Jhourney March 2023 data collection retreat

13 meditators and 7 staff recently finished the Jhourney March 2023 Jhana Data Collection Retreat in the Santa Cruz mountains. We were lucky to have the retreat taught by Jason Bartlett, one of a few teachers authorized by Leigh Brasington to teach the jhanas, and who’s excellent interviews and Q&A became a highlight of the retreat. We were also lucky to have an extraordinary line up of guest speakers: Shinzen Young answered practice questions and spoke about his work with transcranial focused ultrasound; Tucker Peck answered questions at the intersection of psychological and meditative development (and was asked if he had a background in standup comedy), and Shamil Chandaria gave a private version of his Meditation and the Bayesian Brain lecture.
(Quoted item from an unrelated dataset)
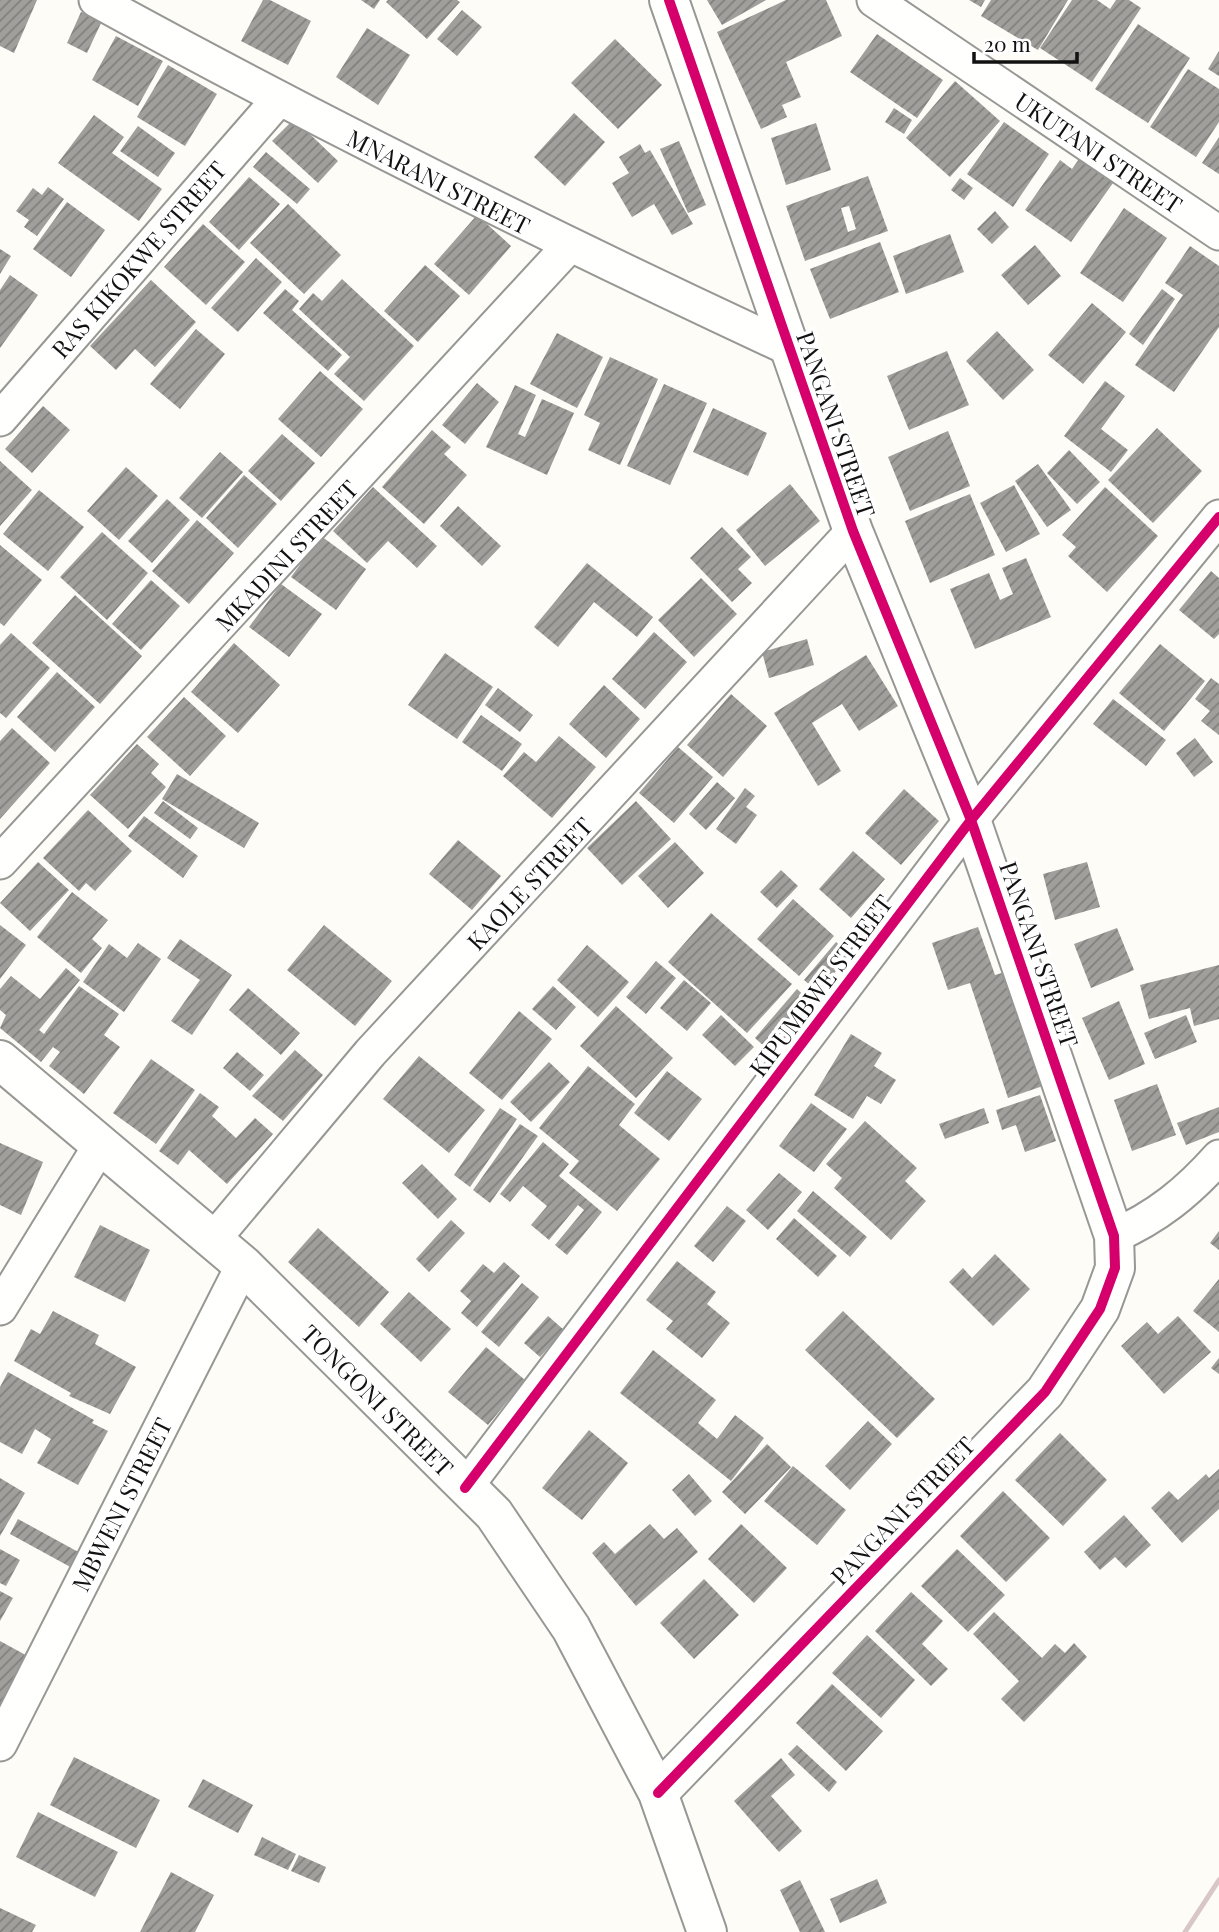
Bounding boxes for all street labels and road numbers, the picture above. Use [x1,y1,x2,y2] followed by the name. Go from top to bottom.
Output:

We collected almost 40 hours of 64-channel EEG, ECG, and GSR data, along with dozens of hours of respiration, pulse oxygenation, thermal camera, and video data from 8 experts. We plan to increase the number of subjects soon. We decided not to collect data from our remaining 5 meditators, who were intermediate-level practitioners still sharpening their jhanas. We’ll eventually want intermediate and novice jhana meditator data to augment our expert set, but focused on expert data this retreat.


40 hours of meditative jhana data is extraordinarily rare and valuable. Opensource emotion recognition EEG datasets of similar size see ML classification rates of 85% or higher; if jhana detection proves analogous to emotion recognition, we may soon be able to detect jhanas with sufficient accuracy to design neurofeedback and other teaching interventions. 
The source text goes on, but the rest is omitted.